Data for the task section start

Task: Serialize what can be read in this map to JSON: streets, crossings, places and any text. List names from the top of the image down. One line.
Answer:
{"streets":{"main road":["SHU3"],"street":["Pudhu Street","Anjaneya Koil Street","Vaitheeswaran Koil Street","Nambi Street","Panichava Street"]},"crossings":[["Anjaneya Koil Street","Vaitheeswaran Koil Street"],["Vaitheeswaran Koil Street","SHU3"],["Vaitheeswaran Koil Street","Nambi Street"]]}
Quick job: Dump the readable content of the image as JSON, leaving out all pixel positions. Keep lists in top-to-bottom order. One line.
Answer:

Data for the task section end

Determine how many lines of the listing above include the word "JSON", and report that number only.

### Written response
2